Suppose $C$ is a curve of genus $g$. Let $K$ be a canonical divisor on $C$, let $n\geq 3$ be an integer, and let $C\to\mathbb{P}^N$ be the map determined by the linear system $|nK|$, where $N$ can be determined by a Riemann Roch calculation. In this question, the selected answer proves why the degree of the image of $C$ is $n\deg K$. I have a couple of questions about the answer.
- By definition, the degree of $C$ is the intersection number of $C$ with a hyperplane $H$. The author writes that this is equivalent to the degree (as a divisor on $C$) of the restriction of the hyperplane to $C$. Why is this so?
- In terms of invertible sheaves, a hyperplane $H$ corresponds to $\mathcal{O}(1)$, and "it's restriction to $C$ is by construction $nK$". Why is the part in quotations here true?
EDIT: For 2, if we call our map $f$, is this just saying that we have $\mathcal{O}_C(nK)=f^*\mathcal{O}_{\mathbb{P}^N}(1)$ and calling the pullback a "restriction" even if $f$ isn't a literal inclusion?
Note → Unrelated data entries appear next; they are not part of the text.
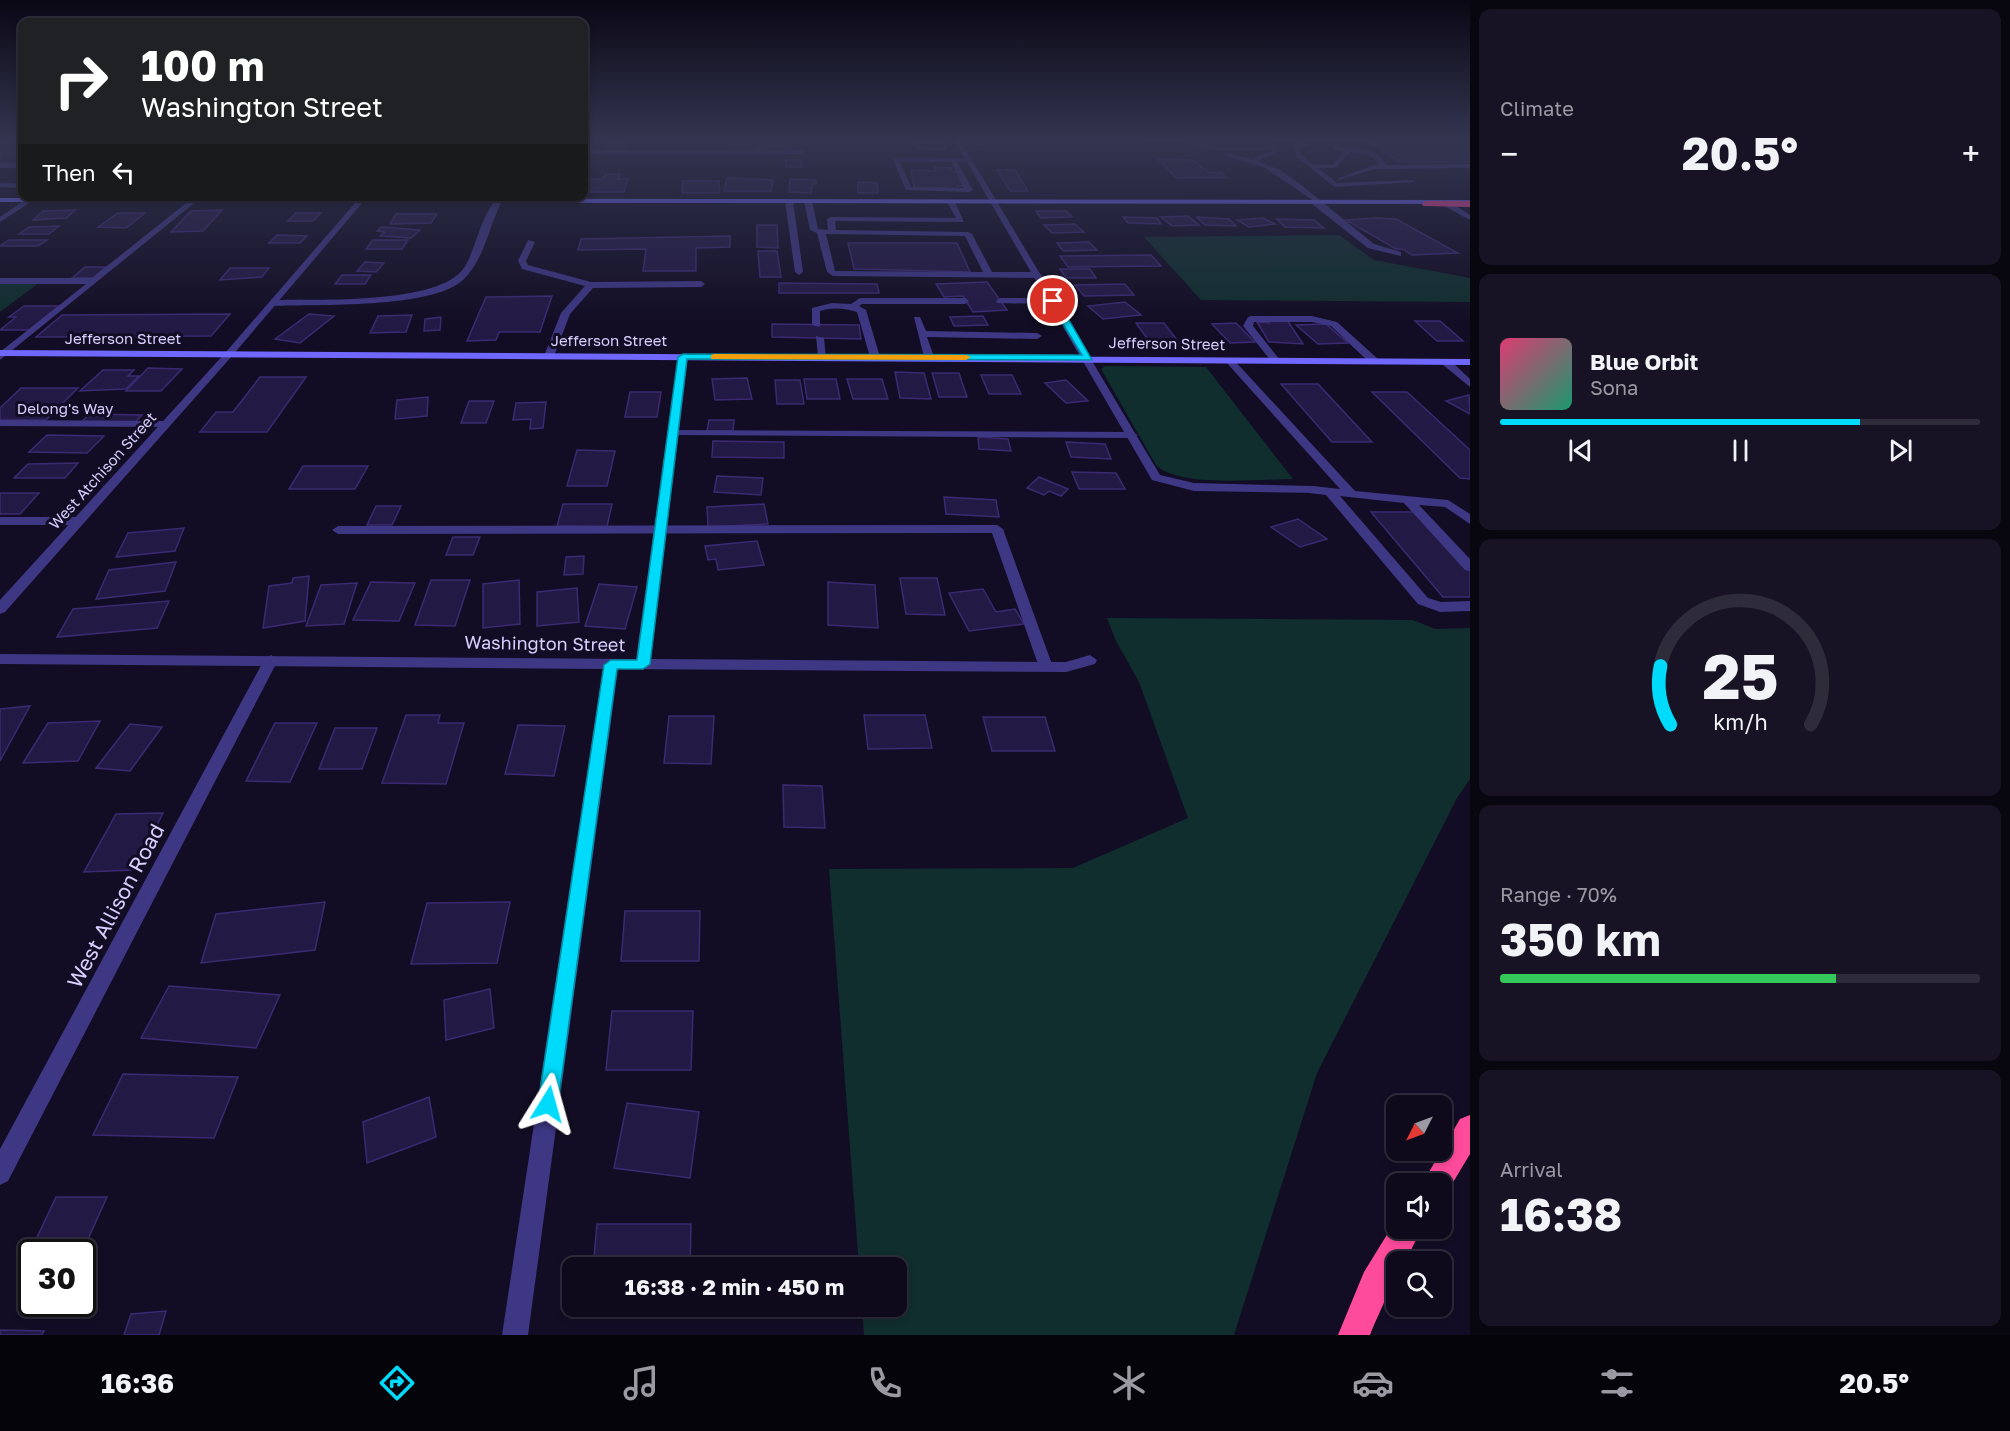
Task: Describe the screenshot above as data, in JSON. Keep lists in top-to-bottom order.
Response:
{
  "streets": {
    "main road": ["Jefferson Street"],
    "street": [
      "Delong's Way",
      "West Atchison Street",
      "Washington Street",
      "West Allison Road"
    ]
  },
  "crossings": [
    ["Jefferson Street", "West Atchison Street"],
    ["Delong's Way", "West Atchison Street"],
    ["Washington Street", "West Allison Road"]
  ],
  "north": "bottom left",
  "page": {
    "tile": [
      "Climate",
      ["Range · 70%", "350 km"],
      ["Arrival", "16:38"]
    ],
    "turn": ["100 m", "Washington Street"],
    "heat": ["−", "20.5°", "+"],
    "then": "Then",
    "song": ["Blue Orbit", "Sona"],
    "limit": "30",
    "trip": "16:38 · 2 min · 450 m",
    "tabs": ["16:36", "20.5°"],
    "gauge": ["25", "km/h"]
  }
}
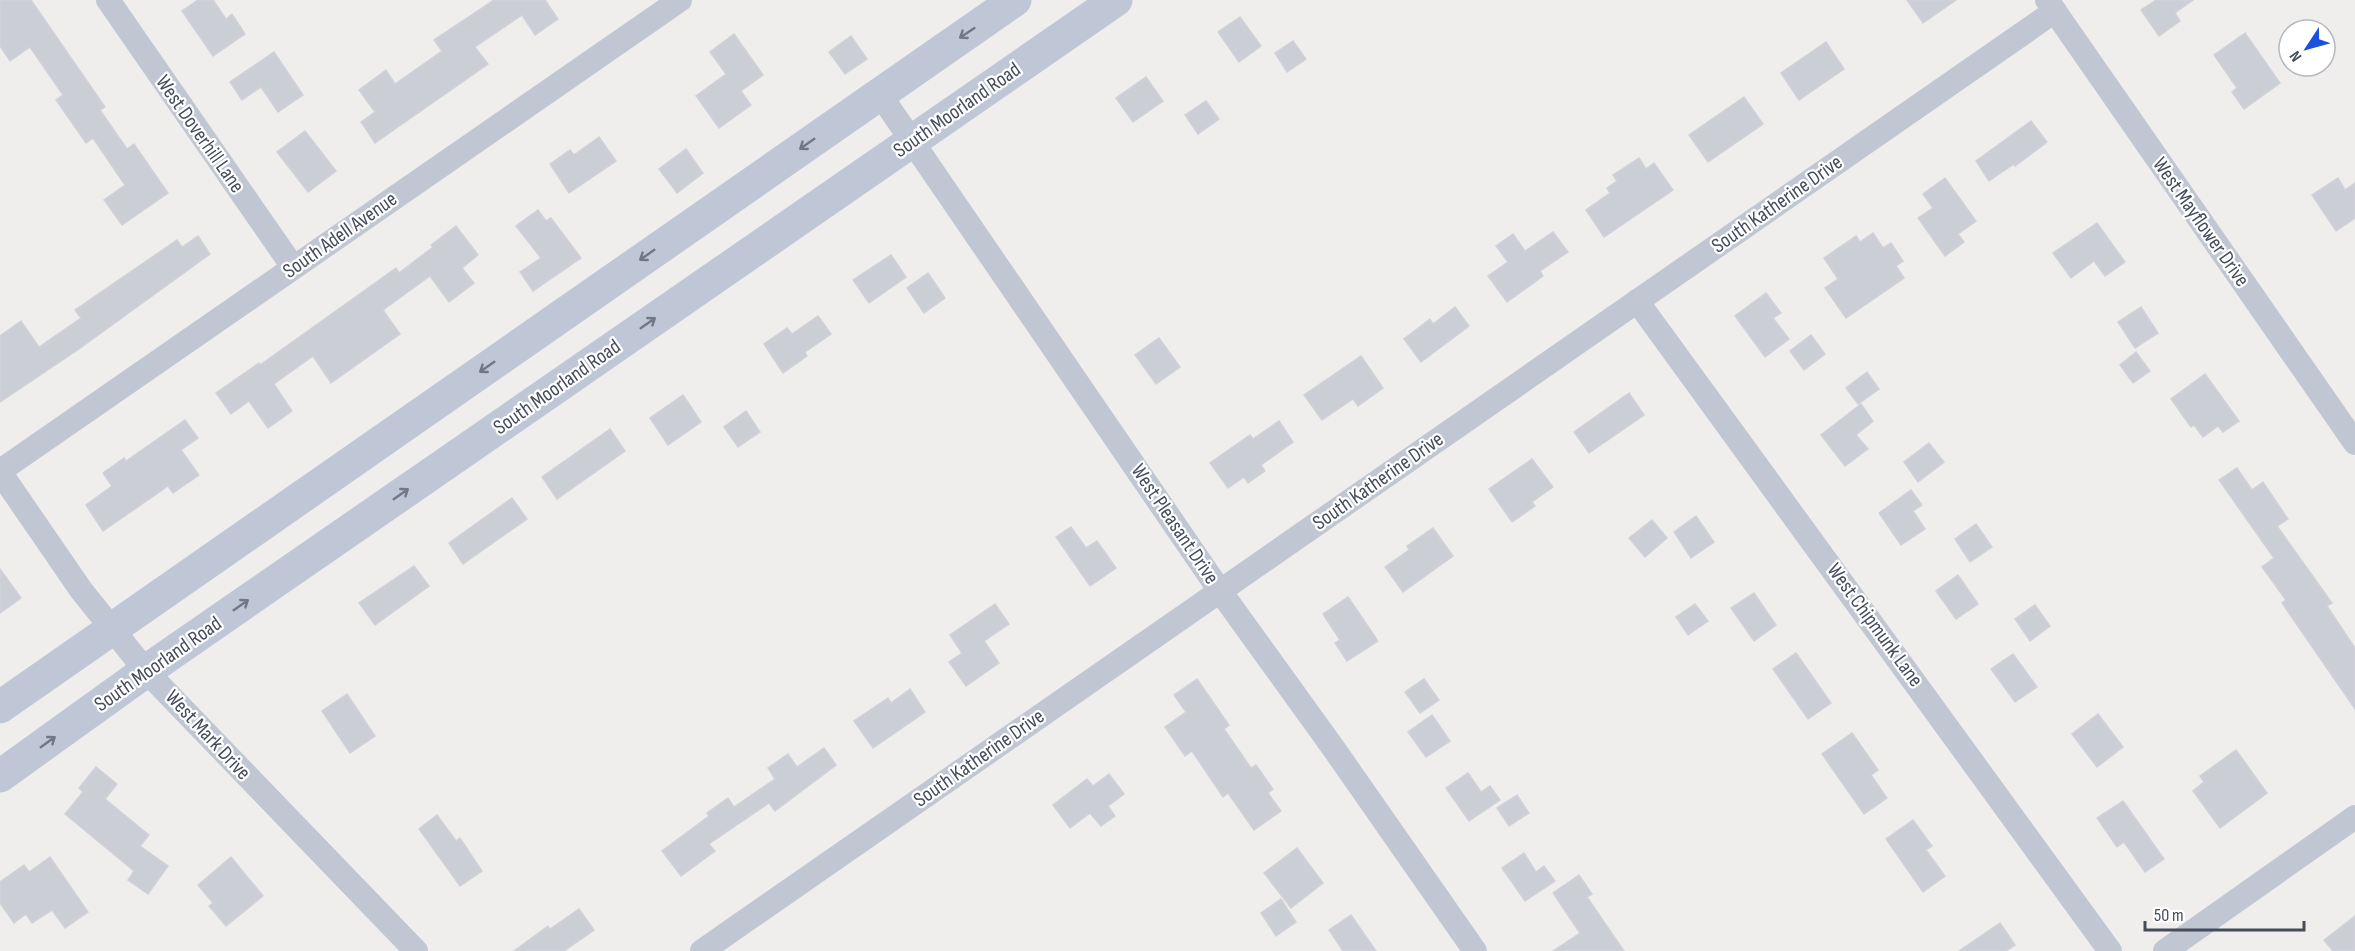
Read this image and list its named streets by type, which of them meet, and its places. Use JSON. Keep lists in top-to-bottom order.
{
  "streets": {
    "main road": ["South Moorland Road"],
    "street": [
      "West Doverhill Lane",
      "South Katherine Drive",
      "West Mayflower Drive",
      "South Adell Avenue",
      "West Pleasant Drive",
      "West Chipmunk Lane",
      "West Mark Drive"
    ]
  },
  "crossings": [
    ["South Moorland Road", "West Pleasant Drive"],
    ["South Moorland Road", "West Mark Drive"],
    ["West Doverhill Lane", "South Adell Avenue"],
    ["South Katherine Drive", "West Mayflower Drive"],
    ["South Katherine Drive", "West Pleasant Drive"],
    ["South Katherine Drive", "West Chipmunk Lane"],
    ["South Adell Avenue", "West Mark Drive"]
  ],
  "scale_bar": "50 m",
  "north": "bottom left"
}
Let $C$ be a smooth curve over an algebraically closd field, and suppose we have some closed immersion $C\hookrightarrow \Bbb P^n$. If $D$ is a hypersurface in $\Bbb P^n$, then the intersection multiplicity of $D$ and $C$ at some point $c\in C$ is equal to the valuation of a local equation for $D$ in the local ring $\mathcal{O}_{C,c}$, because $\mathcal{O}_{C,c}$ is a DVR. On the other hand, this quantity is exactly the multiplicity of $D\cap C$ as a divisor on $C$ at the point $c$. Summing over all closed points, we have the result.
Yes, you're exactly correct. If we have a map $f$ from $X$ to $\Bbb P^n$ given by some sections of some base-point free line bundle $\mathcal{L}$, then $f^*\mathcal{O}(1)\cong\mathcal{L}$ by construction.